DATA SEGMENT:

┄┄┄┄┄┄

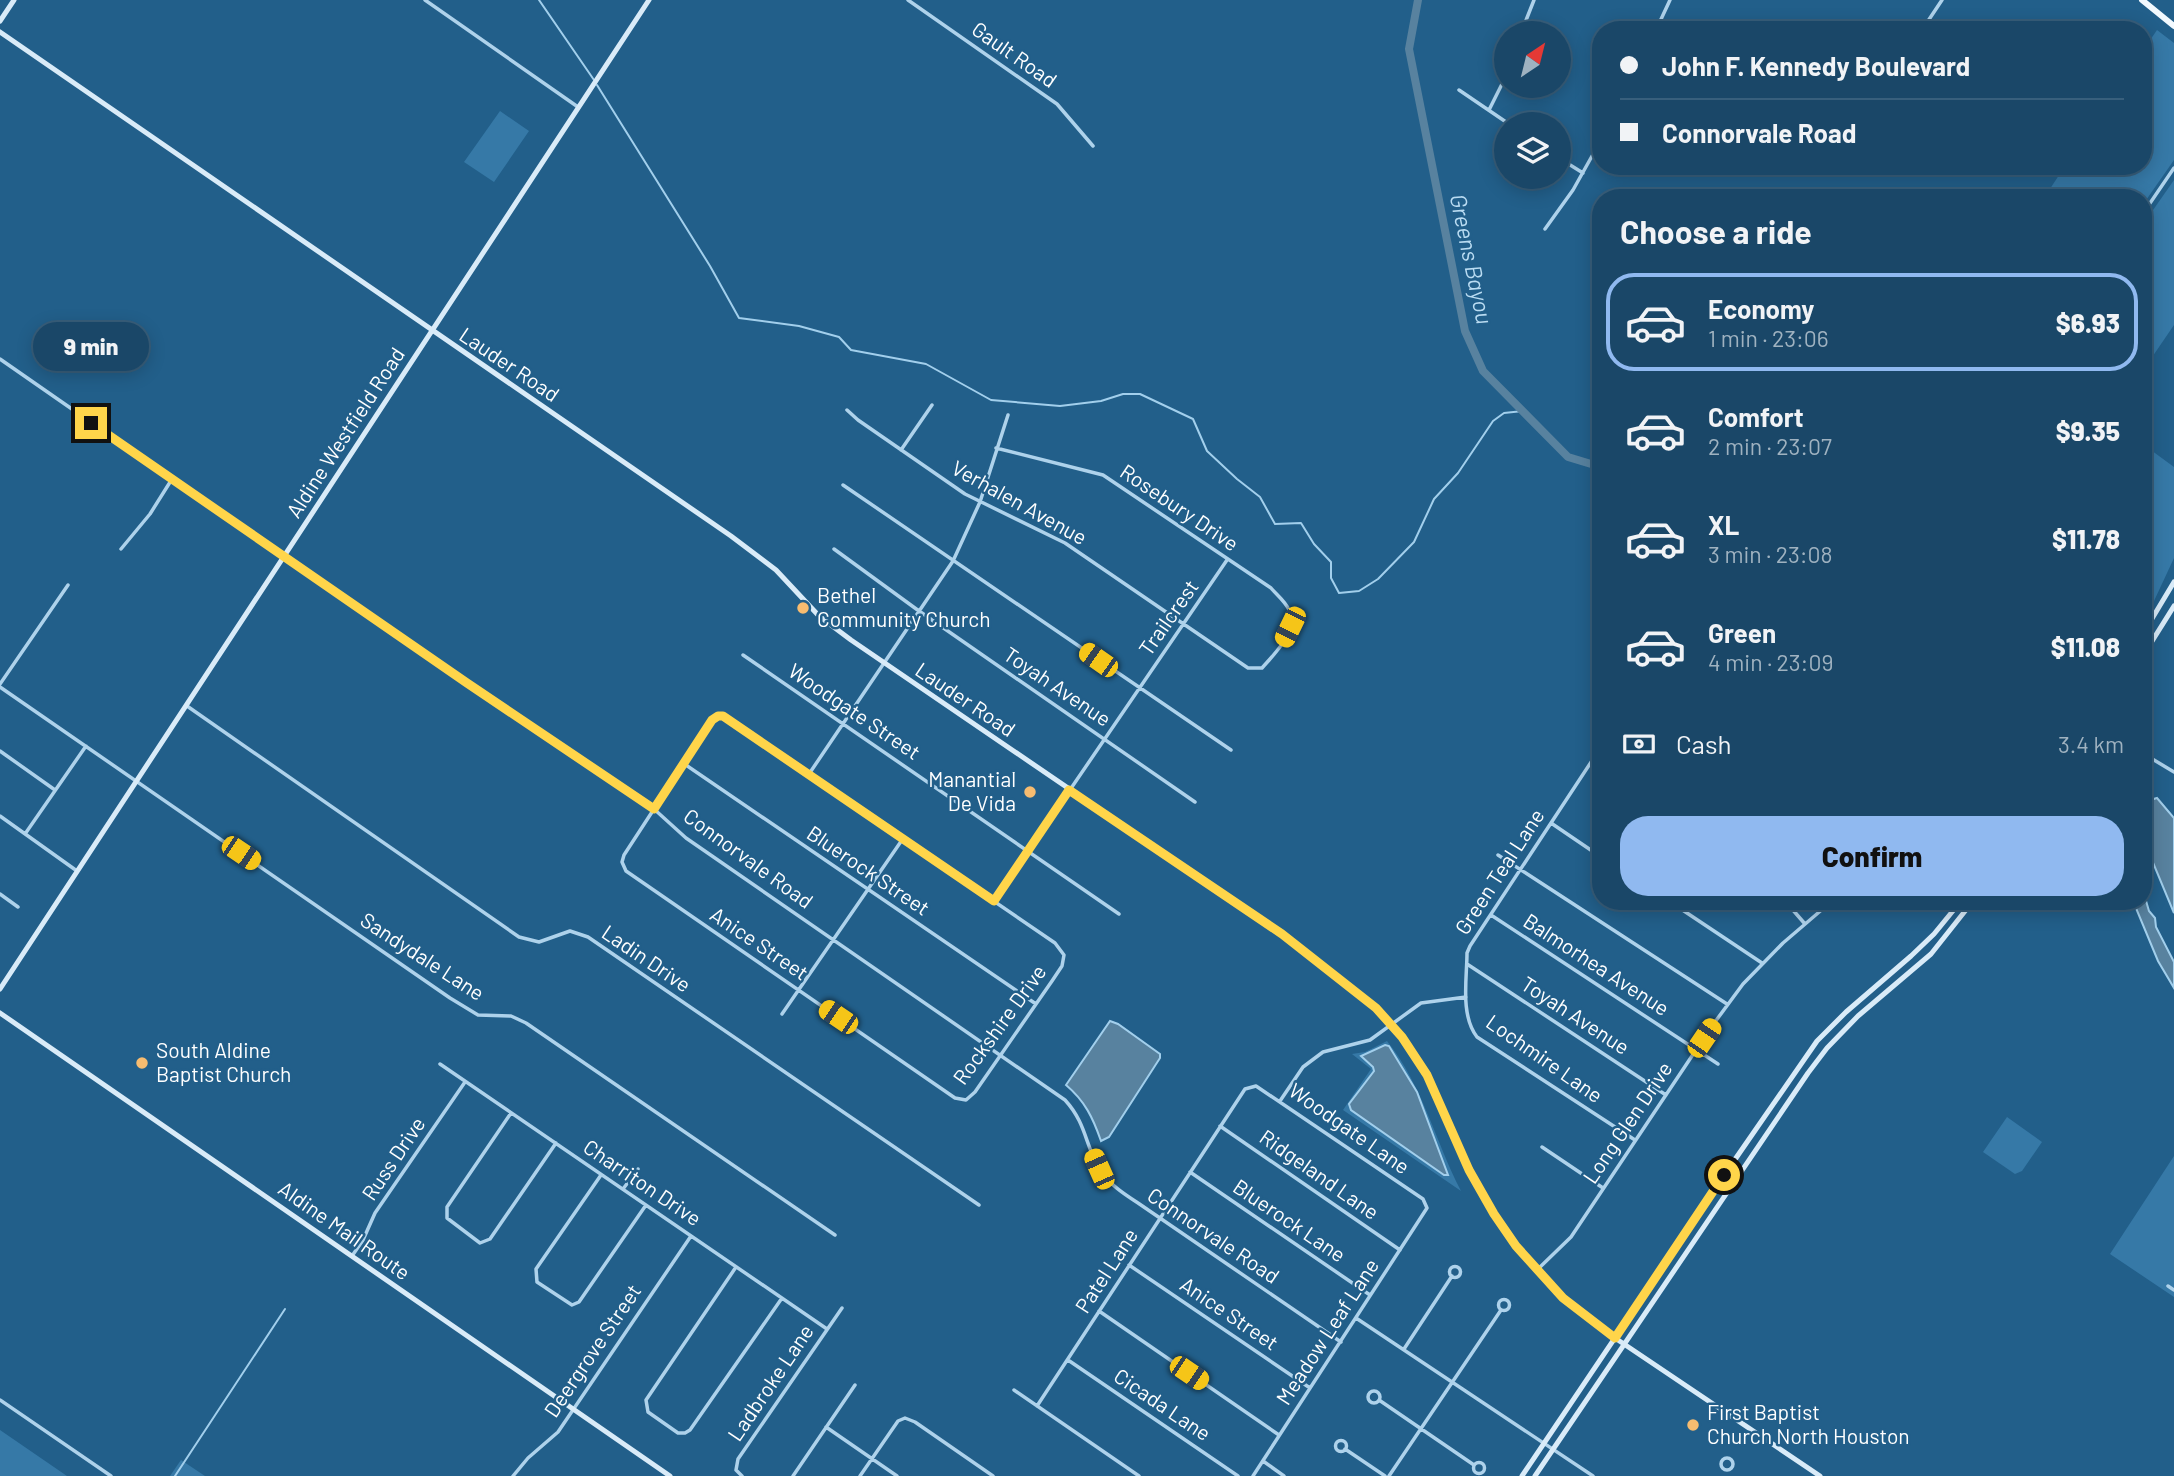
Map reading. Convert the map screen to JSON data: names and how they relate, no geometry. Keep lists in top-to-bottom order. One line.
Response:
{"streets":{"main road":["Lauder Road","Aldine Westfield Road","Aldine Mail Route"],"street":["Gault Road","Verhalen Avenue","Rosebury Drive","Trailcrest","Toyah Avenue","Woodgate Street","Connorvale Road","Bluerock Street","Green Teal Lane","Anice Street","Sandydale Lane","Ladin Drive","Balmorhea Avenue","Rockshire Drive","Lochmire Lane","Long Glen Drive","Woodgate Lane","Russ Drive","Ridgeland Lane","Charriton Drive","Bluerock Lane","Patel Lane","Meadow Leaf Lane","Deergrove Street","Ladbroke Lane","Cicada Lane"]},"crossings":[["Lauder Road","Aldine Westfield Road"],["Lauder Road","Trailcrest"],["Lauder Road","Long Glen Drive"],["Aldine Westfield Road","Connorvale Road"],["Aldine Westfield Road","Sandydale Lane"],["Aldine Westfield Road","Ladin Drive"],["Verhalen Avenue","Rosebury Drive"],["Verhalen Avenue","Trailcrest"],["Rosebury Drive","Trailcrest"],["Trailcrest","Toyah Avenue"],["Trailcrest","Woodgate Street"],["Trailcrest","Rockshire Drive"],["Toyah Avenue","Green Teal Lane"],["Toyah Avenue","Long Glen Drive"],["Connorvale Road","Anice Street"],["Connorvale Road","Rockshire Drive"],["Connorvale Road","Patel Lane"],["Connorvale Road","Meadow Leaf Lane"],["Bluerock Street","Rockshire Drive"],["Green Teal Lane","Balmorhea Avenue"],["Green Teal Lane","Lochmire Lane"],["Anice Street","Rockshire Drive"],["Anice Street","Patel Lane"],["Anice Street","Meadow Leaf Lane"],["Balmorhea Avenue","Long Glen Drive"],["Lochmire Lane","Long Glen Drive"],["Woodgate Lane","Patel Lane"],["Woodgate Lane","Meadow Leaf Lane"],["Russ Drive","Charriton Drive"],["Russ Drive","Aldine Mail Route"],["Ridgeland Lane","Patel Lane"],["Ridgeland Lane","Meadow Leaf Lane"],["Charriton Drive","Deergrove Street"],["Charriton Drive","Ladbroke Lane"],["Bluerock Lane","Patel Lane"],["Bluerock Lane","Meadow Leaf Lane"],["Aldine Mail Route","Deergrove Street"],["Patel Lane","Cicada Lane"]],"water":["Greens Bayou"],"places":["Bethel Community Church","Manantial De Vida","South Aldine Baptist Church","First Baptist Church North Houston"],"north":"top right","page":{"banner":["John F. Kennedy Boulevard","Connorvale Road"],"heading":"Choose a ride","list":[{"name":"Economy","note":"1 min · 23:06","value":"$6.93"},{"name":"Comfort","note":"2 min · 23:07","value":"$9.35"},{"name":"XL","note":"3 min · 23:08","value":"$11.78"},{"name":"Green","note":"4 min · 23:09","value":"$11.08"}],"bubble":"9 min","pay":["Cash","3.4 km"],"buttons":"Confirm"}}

┄┄┄┄┄┄

ASSIGNMENT:
Output the material above verbatim but exclude each picture.

SOLVED PROBLEM:
Map reading. Convert the map screen to JSON data: names and how they relate, no geometry. Keep lists in top-to-bottom order. One line.
Response:
{"streets":{"main road":["Lauder Road","Aldine Westfield Road","Aldine Mail Route"],"street":["Gault Road","Verhalen Avenue","Rosebury Drive","Trailcrest","Toyah Avenue","Woodgate Street","Connorvale Road","Bluerock Street","Green Teal Lane","Anice Street","Sandydale Lane","Ladin Drive","Balmorhea Avenue","Rockshire Drive","Lochmire Lane","Long Glen Drive","Woodgate Lane","Russ Drive","Ridgeland Lane","Charriton Drive","Bluerock Lane","Patel Lane","Meadow Leaf Lane","Deergrove Street","Ladbroke Lane","Cicada Lane"]},"crossings":[["Lauder Road","Aldine Westfield Road"],["Lauder Road","Trailcrest"],["Lauder Road","Long Glen Drive"],["Aldine Westfield Road","Connorvale Road"],["Aldine Westfield Road","Sandydale Lane"],["Aldine Westfield Road","Ladin Drive"],["Verhalen Avenue","Rosebury Drive"],["Verhalen Avenue","Trailcrest"],["Rosebury Drive","Trailcrest"],["Trailcrest","Toyah Avenue"],["Trailcrest","Woodgate Street"],["Trailcrest","Rockshire Drive"],["Toyah Avenue","Green Teal Lane"],["Toyah Avenue","Long Glen Drive"],["Connorvale Road","Anice Street"],["Connorvale Road","Rockshire Drive"],["Connorvale Road","Patel Lane"],["Connorvale Road","Meadow Leaf Lane"],["Bluerock Street","Rockshire Drive"],["Green Teal Lane","Balmorhea Avenue"],["Green Teal Lane","Lochmire Lane"],["Anice Street","Rockshire Drive"],["Anice Street","Patel Lane"],["Anice Street","Meadow Leaf Lane"],["Balmorhea Avenue","Long Glen Drive"],["Lochmire Lane","Long Glen Drive"],["Woodgate Lane","Patel Lane"],["Woodgate Lane","Meadow Leaf Lane"],["Russ Drive","Charriton Drive"],["Russ Drive","Aldine Mail Route"],["Ridgeland Lane","Patel Lane"],["Ridgeland Lane","Meadow Leaf Lane"],["Charriton Drive","Deergrove Street"],["Charriton Drive","Ladbroke Lane"],["Bluerock Lane","Patel Lane"],["Bluerock Lane","Meadow Leaf Lane"],["Aldine Mail Route","Deergrove Street"],["Patel Lane","Cicada Lane"]],"water":["Greens Bayou"],"places":["Bethel Community Church","Manantial De Vida","South Aldine Baptist Church","First Baptist Church North Houston"],"north":"top right","page":{"banner":["John F. Kennedy Boulevard","Connorvale Road"],"heading":"Choose a ride","list":[{"name":"Economy","note":"1 min · 23:06","value":"$6.93"},{"name":"Comfort","note":"2 min · 23:07","value":"$9.35"},{"name":"XL","note":"3 min · 23:08","value":"$11.78"},{"name":"Green","note":"4 min · 23:09","value":"$11.08"}],"bubble":"9 min","pay":["Cash","3.4 km"],"buttons":"Confirm"}}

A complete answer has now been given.